Her bir birey kendine has özellikleriyle yaratılmıştır.Kimisi cesur,kimisi çalışkan,kimisi sevimlidir .Bu özellikler ile insanlar bazı zamanlar ön planda yer alırken;bazı zamanlarda dublör görevi görür.Demek istediğim şudur ki,her bir birey kendine has özellikleriyle,kendini ait hissettiği alana göre kendi yolunu çizer.Ve kendini bu yola belirli şeyleri aşarak hazırlamıştır.Bireyin kendini hazırlama yolunda,kendini tanıma ve yaşama olan bakış açısı da önemlidir.Aksi takdirde bu yolun sonu hiç bitmeyen bir şeymiş gibi devam eder.Bununla beraber zamanın da bir önemi vardır.Kişinin zamana karşı savaşması elbette yorucudur.Çünkü zamana karşı kendi yolunu değiştirme olasılığını düşünmesi bireyi mental olarak yorabilir,bundan dolayı kendini de kaybedebilir.Ya hırsından yenik düşüp diğer insanların yolunu keser ya da kendi yolunu keser.Bu nedenle kişinin düşünmesi çok şeyi vardır:Yaşamak için cevabı bilinmesi gereken o kadar soru..bir o kadar da cevapların birbirine olan ilişkisi…Elbette hepsini öğrenmeye çalışmak bir marifet değildir,önemli olan kendi yeteneğinle ve bildiklerinle kendi yolunda ilerlemendir.

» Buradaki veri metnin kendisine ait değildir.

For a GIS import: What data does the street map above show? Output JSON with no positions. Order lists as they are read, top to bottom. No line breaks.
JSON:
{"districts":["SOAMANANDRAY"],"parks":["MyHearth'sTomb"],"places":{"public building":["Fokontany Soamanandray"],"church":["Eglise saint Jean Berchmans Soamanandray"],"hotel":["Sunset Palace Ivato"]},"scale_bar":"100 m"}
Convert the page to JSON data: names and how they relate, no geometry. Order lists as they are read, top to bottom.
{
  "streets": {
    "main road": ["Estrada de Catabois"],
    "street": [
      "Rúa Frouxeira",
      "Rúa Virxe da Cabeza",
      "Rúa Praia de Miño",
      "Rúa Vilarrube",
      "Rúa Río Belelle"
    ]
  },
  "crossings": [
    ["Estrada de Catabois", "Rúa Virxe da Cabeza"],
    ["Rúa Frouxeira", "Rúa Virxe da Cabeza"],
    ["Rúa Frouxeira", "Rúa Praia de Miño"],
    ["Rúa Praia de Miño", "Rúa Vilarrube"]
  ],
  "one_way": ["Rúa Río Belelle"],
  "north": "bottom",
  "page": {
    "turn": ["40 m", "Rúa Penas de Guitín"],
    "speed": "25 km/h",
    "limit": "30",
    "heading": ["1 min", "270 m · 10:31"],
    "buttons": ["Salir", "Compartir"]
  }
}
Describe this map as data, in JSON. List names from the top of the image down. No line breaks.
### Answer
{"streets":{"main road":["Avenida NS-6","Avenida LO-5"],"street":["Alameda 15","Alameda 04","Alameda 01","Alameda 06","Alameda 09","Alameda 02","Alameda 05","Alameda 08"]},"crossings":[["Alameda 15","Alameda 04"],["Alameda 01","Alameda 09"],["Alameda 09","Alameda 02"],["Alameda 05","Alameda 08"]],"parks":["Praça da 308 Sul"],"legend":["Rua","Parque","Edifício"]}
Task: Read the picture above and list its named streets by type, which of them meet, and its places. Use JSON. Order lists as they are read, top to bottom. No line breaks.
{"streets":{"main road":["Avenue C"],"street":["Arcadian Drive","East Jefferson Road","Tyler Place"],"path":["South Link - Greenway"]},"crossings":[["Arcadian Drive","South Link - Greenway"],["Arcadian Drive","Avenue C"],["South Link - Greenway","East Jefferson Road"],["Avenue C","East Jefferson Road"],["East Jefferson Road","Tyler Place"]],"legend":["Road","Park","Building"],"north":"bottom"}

Bir insanın ortalama eğitim süresi 11 ila 12 sene arasıdır.Bu kadar senede edindiği bilgiler,öğrendiği yeni şeyler, çevreyi tanıma süreci ve bunların olmasıyla benimsediği davranışları hakkında daha birçok şey öğrenir.Bu nedenle eğitim şart olmalıdır.Okulun eğitiminin yanında insan kendini de yetiştirir.Eğitim hayatını sonlandırdıktan sonra bu sefer yetişkinliğin verdiği başka görevler ortaya çıkar.Bu görevler ile hayatını bir düzene sokmaya çalışırsın fakat diğer insanlarla yolunun kesişmesi seni yarı yolda bırakabilir.Böyle bir şeyin yaşanmasına karşı başka bir B planı varsa ona göre hareket eder,eğer yoksa ise zaman dediğim önemli kavrama bir süre boyun eğmek zorunda kalabilir.Fakat biliyoruz ki insan zeki bir varlıktır.Yani zamanla verdiği bu mücadeleden de başarıyla ayrılan her şekilde olur.Yaptığı hataya göre kendini düzelterek daha temkinli davranır.Bunun gibi birçok aksilikle karşılaşan birey,yolunu öyle şekillendirir.Yani bu yolu hazırlamak için birden fazla işlem gerekir.Bunun yanında bireyin sabırlı olması da bir o kadar önemlidir.Çünkü kişi bilmelidir ki yoluna çıkan engellerin uğraşılırsa eninde sonunda çözüleceğine inanır.Bu yolda epey mesafe kat edildiğinde kişi artık kim olduğunu ve kendine değer gördüğü görevinin ne olduğunu idrak etmeye başlar.Bir insanın hayata bakışı da bu şekilde şekillenir.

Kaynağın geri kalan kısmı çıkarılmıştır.